You need to make sure that the accountant is at least familiar with your business's sector. It will be less help to you hiring someone who's used to dealing with manufacturing companies if yours is a leisure company. They won't be as familiar with specific legislation. Also, look at the size of the firm. If you are a small business, a small to medium sized accountant will probably specialise more in small business work, charge less than a larger firm and give more direct access to more experienced partners. Make arrangements to visit several firms in person to meet the people you will be working with and to make comparisons. “A lot comes down to personal chemistry,” maintains Paul Watts corporate finance partner at HLB Kidsons. “The accountant needs to be able to get into your business and show an interest in it as well as just doing your accounts – if they are to advise you properly on the business. You're likely to be working closely with your accountant and if you don't get on at a basic level, your professional relationship may be more difficult than it needs to be. Ask if you can speak to other clients. This is like asking for references and will be a real test of the calibre of the firm. If they are confident that their service has impressed, they shouldn't have a problem referring you to a few people. Agreeing terms

Equally a good accountant should want to make an appointment to come and see your business. “It's important to go out and see clients,” says Watts. “You can't fully understand a business until you have been taken round it.” And allow each accountant to pitch to you.
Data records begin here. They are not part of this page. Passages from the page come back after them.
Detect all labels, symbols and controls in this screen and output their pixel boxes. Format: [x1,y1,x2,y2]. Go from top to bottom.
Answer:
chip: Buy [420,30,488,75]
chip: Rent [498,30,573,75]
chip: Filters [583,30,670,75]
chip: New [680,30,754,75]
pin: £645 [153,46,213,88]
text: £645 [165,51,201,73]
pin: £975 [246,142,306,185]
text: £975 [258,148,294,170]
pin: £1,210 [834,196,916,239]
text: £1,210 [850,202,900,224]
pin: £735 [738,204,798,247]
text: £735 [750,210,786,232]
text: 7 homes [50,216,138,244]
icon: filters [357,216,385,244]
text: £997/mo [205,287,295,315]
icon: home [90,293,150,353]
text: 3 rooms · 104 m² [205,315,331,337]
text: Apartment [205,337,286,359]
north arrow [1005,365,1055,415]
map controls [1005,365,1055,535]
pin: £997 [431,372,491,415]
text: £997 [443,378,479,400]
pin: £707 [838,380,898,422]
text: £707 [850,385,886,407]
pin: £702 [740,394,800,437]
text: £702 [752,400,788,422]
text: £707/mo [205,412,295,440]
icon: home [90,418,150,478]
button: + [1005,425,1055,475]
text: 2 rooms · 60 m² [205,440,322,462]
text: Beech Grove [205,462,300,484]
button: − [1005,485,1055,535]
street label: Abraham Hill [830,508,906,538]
It isn't just about what you want but also what they're prepared to offer. But what if they don't do a good job? You've followed all the rules and carefully chosen your accountant. But this is the first time you've had an accountant – how do you know if they're doing a good job? And what do you do if you're not? It is possible just to say to an accountant that you no longer want to work with them – you can effectively 'sack' the firm. But don't rush to do this at the slightest hitch, it's important to build a relationship with your accountant. This is difficult if you are changing every six months. Look at what you are getting from them. At a basic level, are your accounts and tax returns prepared on time? Are you being billed as agreed and are your phone calls and letters answered? Then on top of that take note of the advice they have given you. Have they come up with ideas you wouldn't otherwise have thought of? And if not, is that because you haven't liked the ideas – or because there haven't been any?

Problems can usually be ironed out so keep careful track of the service and speak to your accountant if you need to. But at the end of the day don't forget you're not paying for poor service.